• [Problem requirements]
Without including any images, reproduce each entry exactly.

• [Records for processing]
::::::::
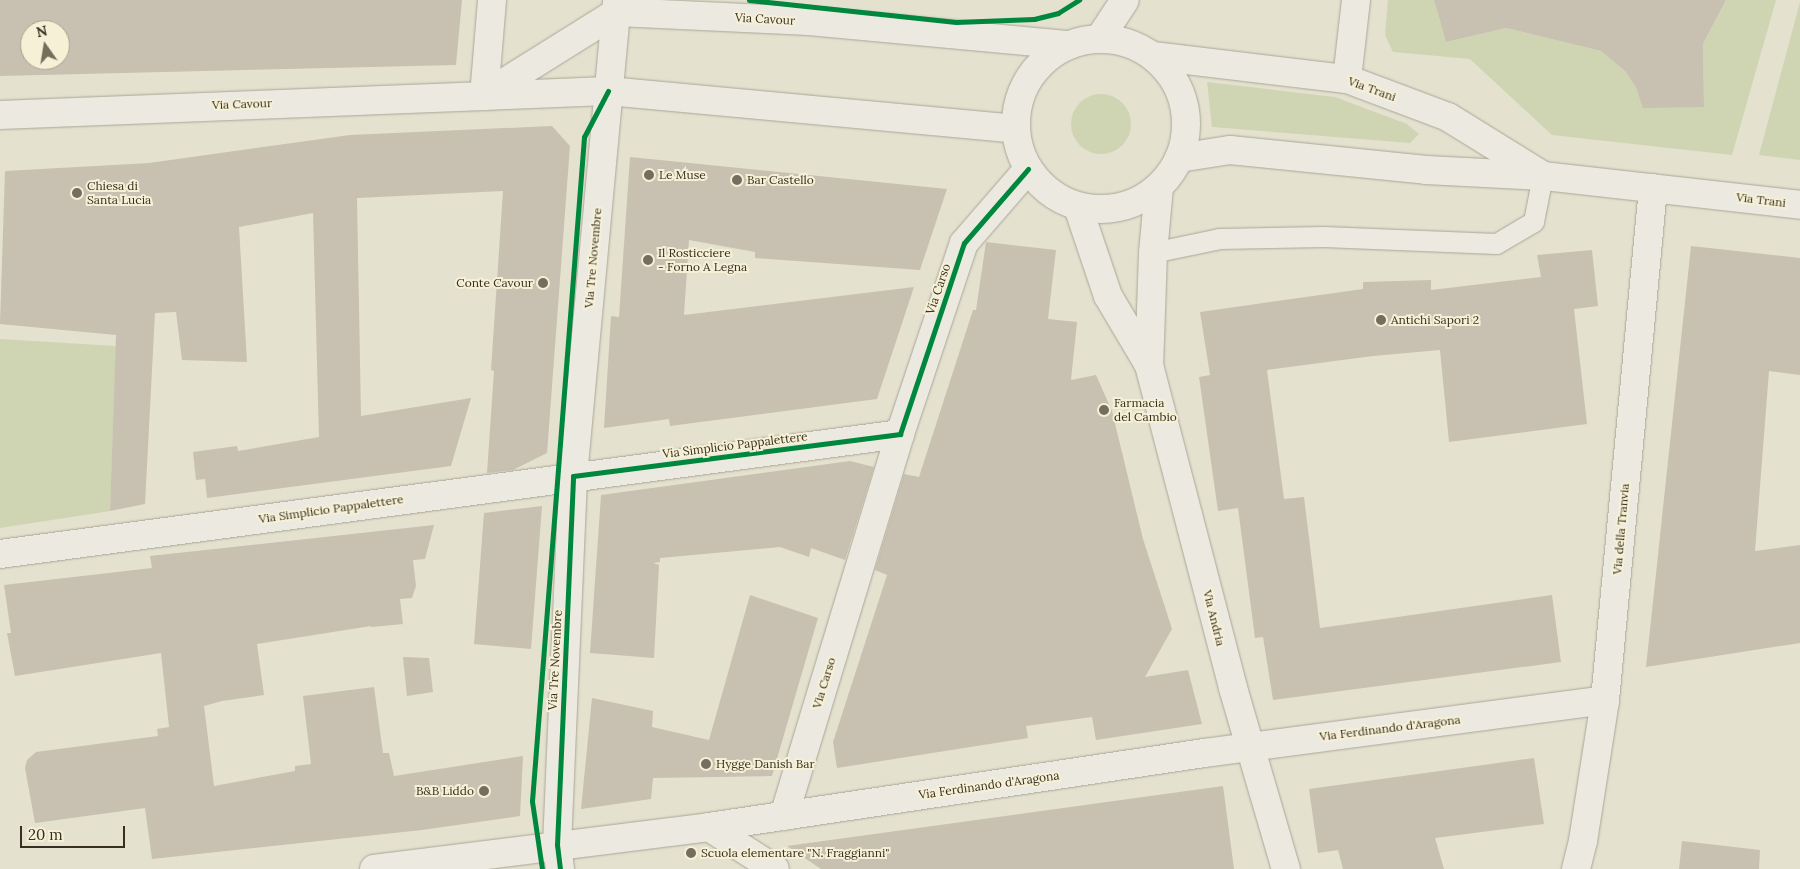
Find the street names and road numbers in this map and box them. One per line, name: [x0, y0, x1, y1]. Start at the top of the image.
street label: Via Cavour: [735, 10, 795, 28]
street label: Via Trani: [1346, 74, 1398, 104]
street label: Via Cavour: [212, 96, 272, 112]
street label: Via Trani: [1735, 190, 1787, 210]
street label: Via Tre Novembre: [581, 207, 605, 309]
street label: Via Carso: [923, 262, 953, 316]
street label: Via Simplicio Pappalettere: [662, 429, 808, 461]
street label: Via della Tranvia: [1610, 483, 1632, 575]
street label: Via Simplicio Pappalettere: [258, 492, 404, 526]
street label: Via Andria: [1200, 589, 1228, 647]
street label: Via Tre Novembre: [545, 609, 565, 711]
street label: Via Carso: [809, 656, 839, 710]
street label: Via Ferdinando d'Aragona: [1319, 712, 1461, 744]
street label: Via Ferdinando d'Aragona: [918, 768, 1060, 802]

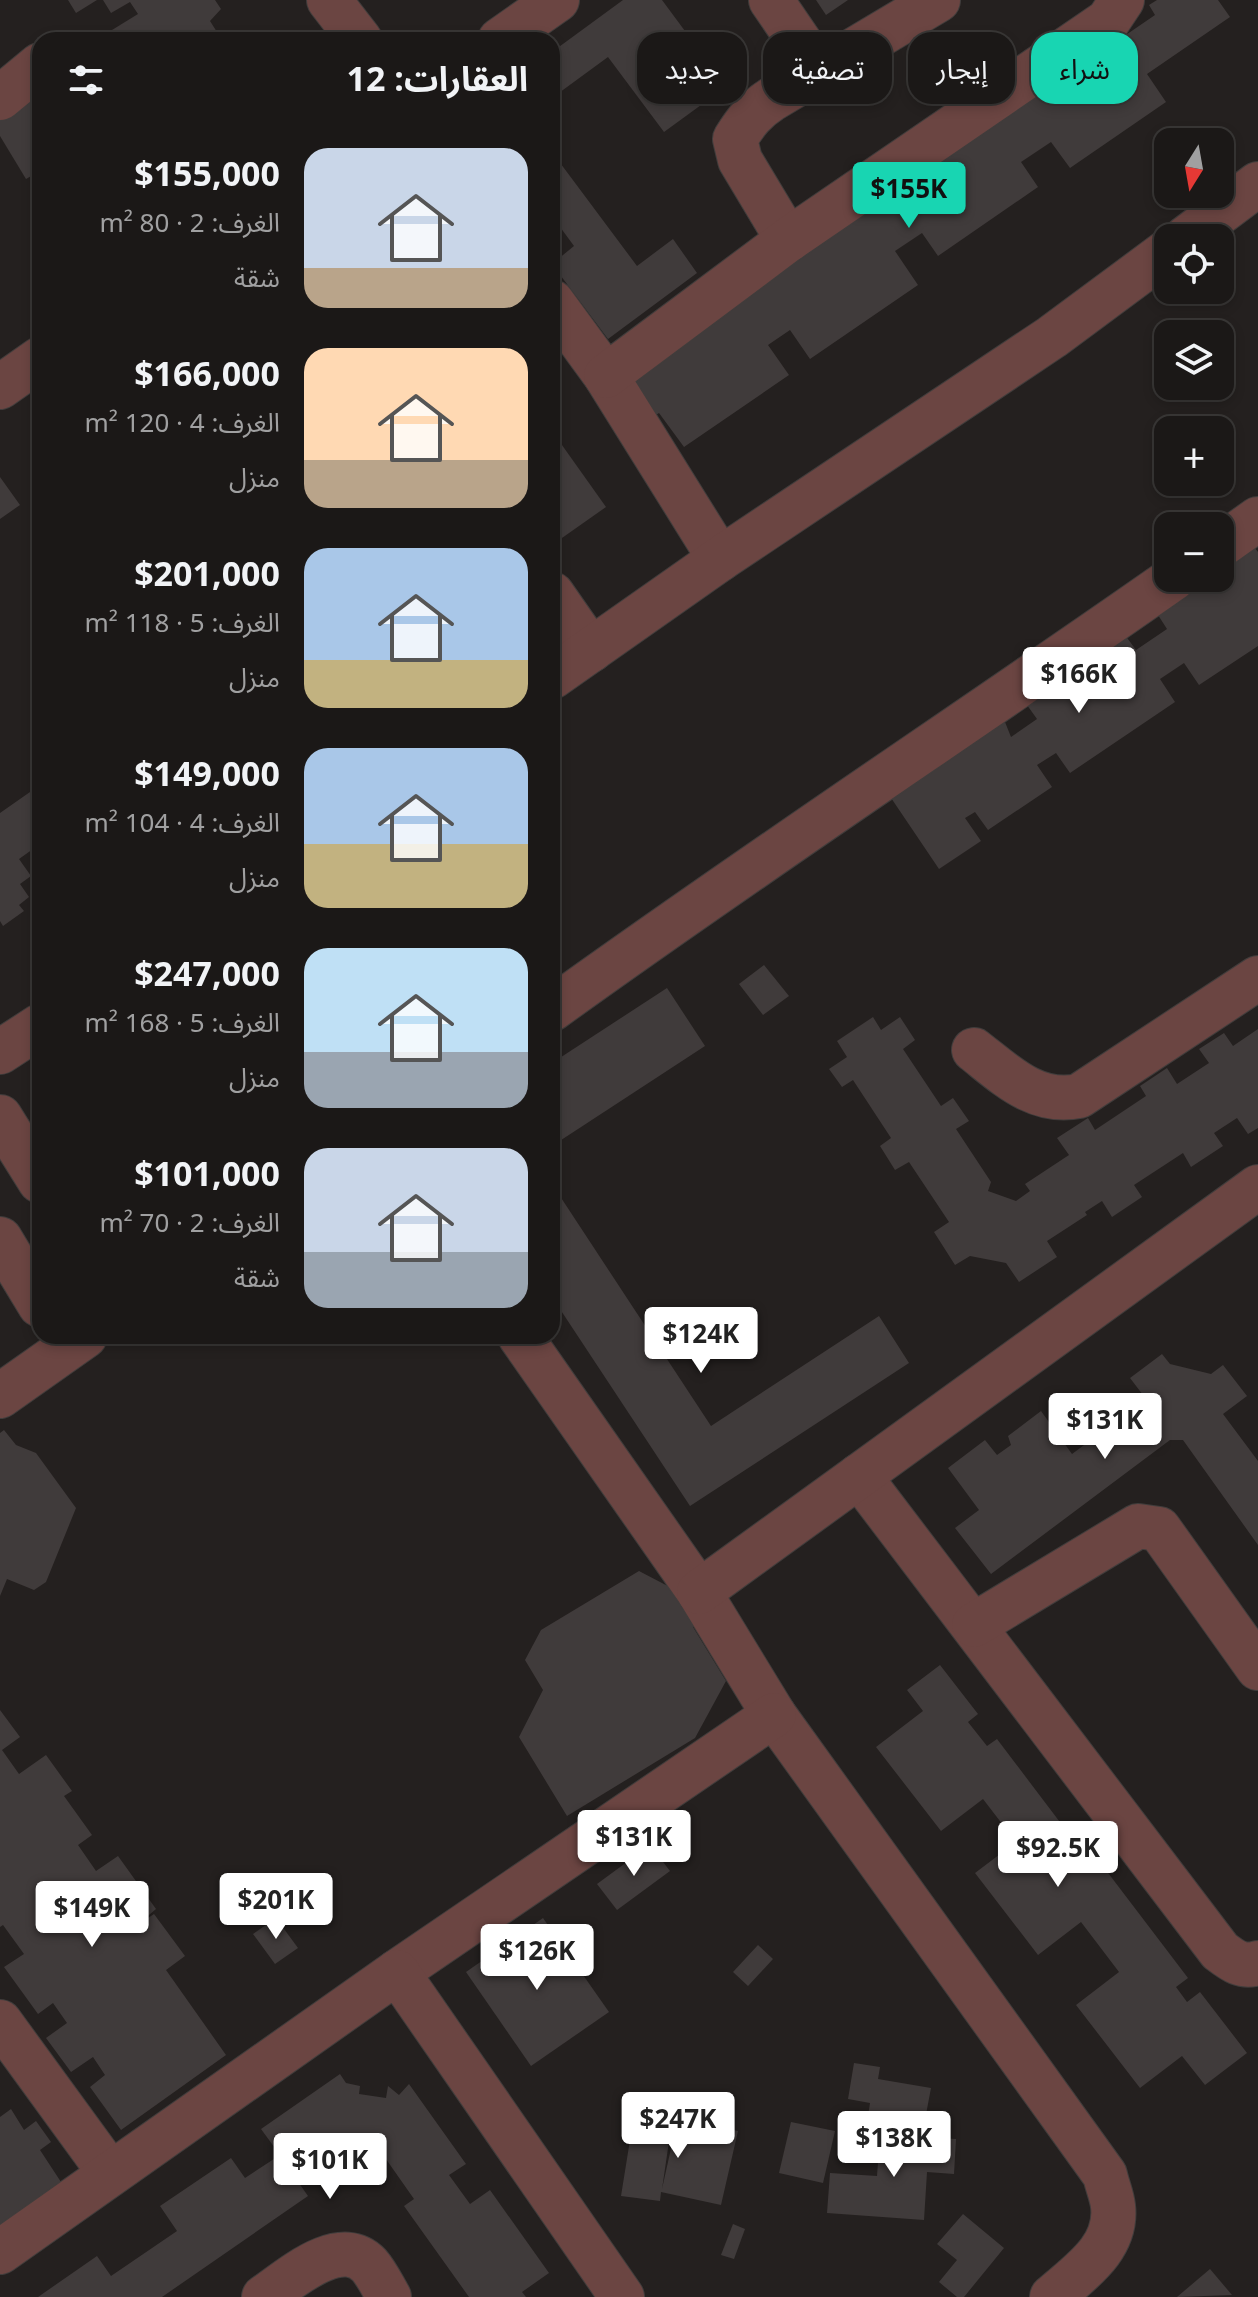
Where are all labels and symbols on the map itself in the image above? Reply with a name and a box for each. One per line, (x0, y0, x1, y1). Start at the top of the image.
north arrow (1154, 128, 1234, 208)
pin: $155K (853, 162, 965, 230)
pin: $166K (1023, 647, 1135, 715)
pin: $124K (645, 1307, 757, 1375)
pin: $131K (1049, 1393, 1161, 1461)
pin: $131K (578, 1810, 690, 1878)
pin: $92.5K (993, 1821, 1123, 1889)
pin: $201K (220, 1873, 332, 1941)
pin: $149K (36, 1881, 148, 1949)
pin: $126K (481, 1924, 593, 1992)
pin: $247K (622, 2092, 734, 2160)
pin: $138K (838, 2111, 950, 2179)
pin: $101K (274, 2133, 386, 2201)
::::::::
• [Solved exercise]
Find the street names and road numbers in this map and box them. One per line, name: [x0, y0, x1, y1]. Start at the top of the image.
street label: Via Cavour: [735, 10, 795, 28]
street label: Via Trani: [1346, 74, 1398, 104]
street label: Via Cavour: [212, 96, 272, 112]
street label: Via Trani: [1735, 190, 1787, 210]
street label: Via Tre Novembre: [581, 207, 605, 309]
street label: Via Carso: [923, 262, 953, 316]
street label: Via Simplicio Pappalettere: [662, 429, 808, 461]
street label: Via della Tranvia: [1610, 483, 1632, 575]
street label: Via Simplicio Pappalettere: [258, 492, 404, 526]
street label: Via Andria: [1200, 589, 1228, 647]
street label: Via Tre Novembre: [545, 609, 565, 711]
street label: Via Carso: [809, 656, 839, 710]
street label: Via Ferdinando d'Aragona: [1319, 712, 1461, 744]
street label: Via Ferdinando d'Aragona: [918, 768, 1060, 802]

Where are all labels and symbols on the map itself in the image above? Reply with a name and a box for each. One per line, (x0, y0, x1, y1). Start at the top of the image.
north arrow (1154, 128, 1234, 208)
pin: $155K (853, 162, 965, 230)
pin: $166K (1023, 647, 1135, 715)
pin: $124K (645, 1307, 757, 1375)
pin: $131K (1049, 1393, 1161, 1461)
pin: $131K (578, 1810, 690, 1878)
pin: $92.5K (993, 1821, 1123, 1889)
pin: $201K (220, 1873, 332, 1941)
pin: $149K (36, 1881, 148, 1949)
pin: $126K (481, 1924, 593, 1992)
pin: $247K (622, 2092, 734, 2160)
pin: $138K (838, 2111, 950, 2179)
pin: $101K (274, 2133, 386, 2201)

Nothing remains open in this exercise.